EXERCISE AIM: Search the entries below for "Eyckstraat". Report each line where it occurs.
# # # #
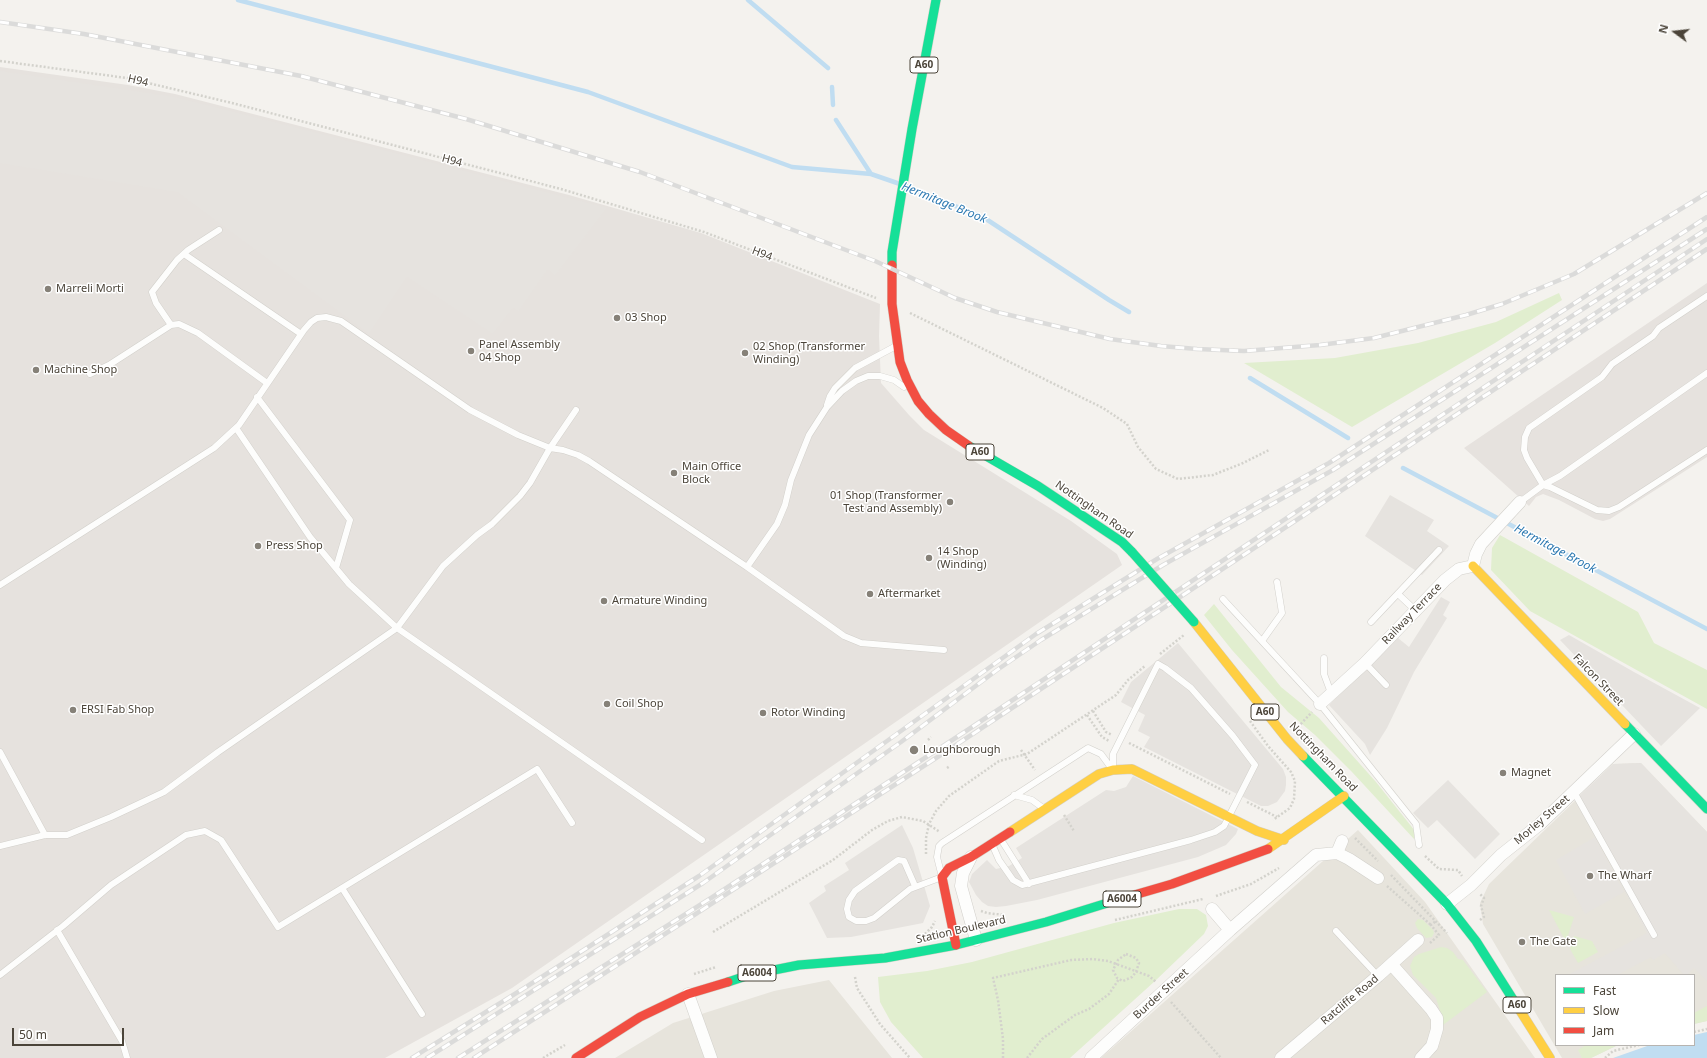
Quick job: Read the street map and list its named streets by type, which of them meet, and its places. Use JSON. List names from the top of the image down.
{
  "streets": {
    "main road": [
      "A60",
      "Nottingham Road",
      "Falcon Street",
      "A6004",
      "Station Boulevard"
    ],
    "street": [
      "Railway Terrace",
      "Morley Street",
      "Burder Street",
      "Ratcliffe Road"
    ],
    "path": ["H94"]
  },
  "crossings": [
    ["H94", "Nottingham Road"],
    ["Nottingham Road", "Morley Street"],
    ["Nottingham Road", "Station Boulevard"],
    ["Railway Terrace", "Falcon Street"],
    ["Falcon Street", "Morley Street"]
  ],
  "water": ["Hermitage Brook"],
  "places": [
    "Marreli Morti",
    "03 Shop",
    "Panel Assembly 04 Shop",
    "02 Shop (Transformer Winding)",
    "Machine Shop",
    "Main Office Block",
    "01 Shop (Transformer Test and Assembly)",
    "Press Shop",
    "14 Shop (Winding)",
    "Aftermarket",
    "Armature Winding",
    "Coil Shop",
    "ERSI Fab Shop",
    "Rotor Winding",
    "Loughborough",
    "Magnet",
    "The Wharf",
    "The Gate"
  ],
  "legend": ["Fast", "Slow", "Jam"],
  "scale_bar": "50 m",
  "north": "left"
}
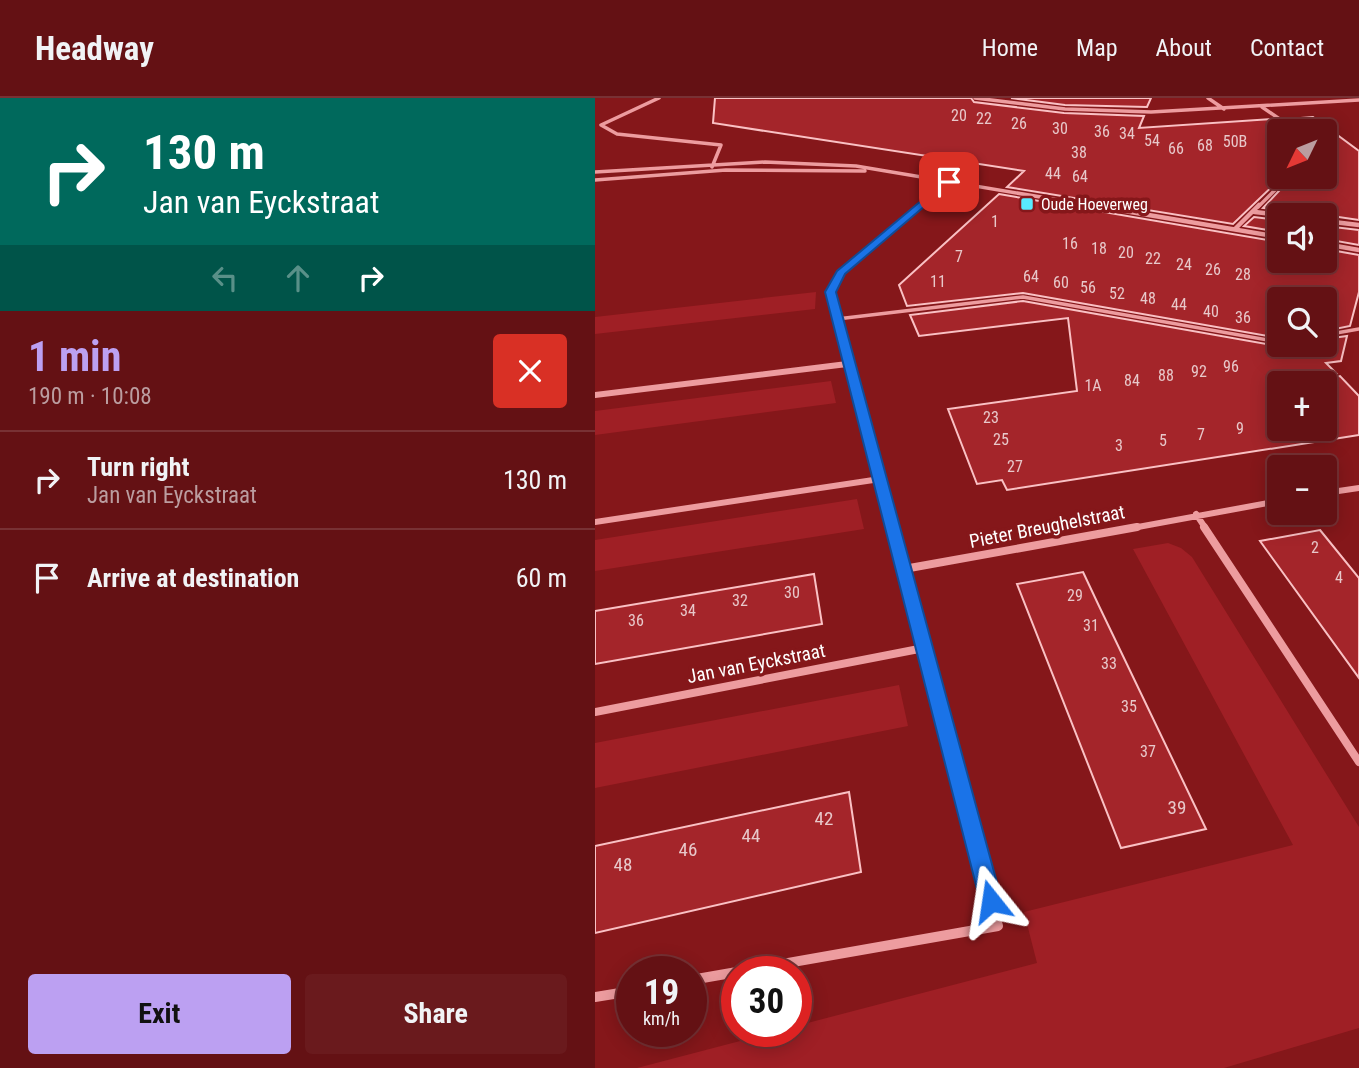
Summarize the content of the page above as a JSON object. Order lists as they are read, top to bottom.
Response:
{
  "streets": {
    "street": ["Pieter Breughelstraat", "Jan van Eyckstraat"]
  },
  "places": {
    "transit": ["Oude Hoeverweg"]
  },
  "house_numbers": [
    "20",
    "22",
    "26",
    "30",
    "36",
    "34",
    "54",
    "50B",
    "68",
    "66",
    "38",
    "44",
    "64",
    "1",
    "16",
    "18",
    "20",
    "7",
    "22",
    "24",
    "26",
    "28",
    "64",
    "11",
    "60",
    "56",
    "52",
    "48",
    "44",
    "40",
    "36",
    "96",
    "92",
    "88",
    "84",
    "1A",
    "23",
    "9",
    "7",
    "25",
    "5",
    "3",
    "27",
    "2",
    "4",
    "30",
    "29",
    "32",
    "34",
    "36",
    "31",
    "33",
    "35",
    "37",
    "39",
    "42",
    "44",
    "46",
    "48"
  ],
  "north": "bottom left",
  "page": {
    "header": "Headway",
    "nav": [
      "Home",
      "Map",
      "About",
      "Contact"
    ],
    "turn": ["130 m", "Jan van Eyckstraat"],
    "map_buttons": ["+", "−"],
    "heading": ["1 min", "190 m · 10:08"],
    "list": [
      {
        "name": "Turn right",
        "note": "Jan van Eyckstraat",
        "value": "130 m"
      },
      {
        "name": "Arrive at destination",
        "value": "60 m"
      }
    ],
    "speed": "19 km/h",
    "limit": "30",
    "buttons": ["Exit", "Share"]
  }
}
# # # #
SOLUTION TO THIS PROBLEM:
    "street": ["Pieter Breughelstraat", "Jan van Eyckstraat"]
    "turn": ["130 m", "Jan van Eyckstraat"],
        "note": "Jan van Eyckstraat",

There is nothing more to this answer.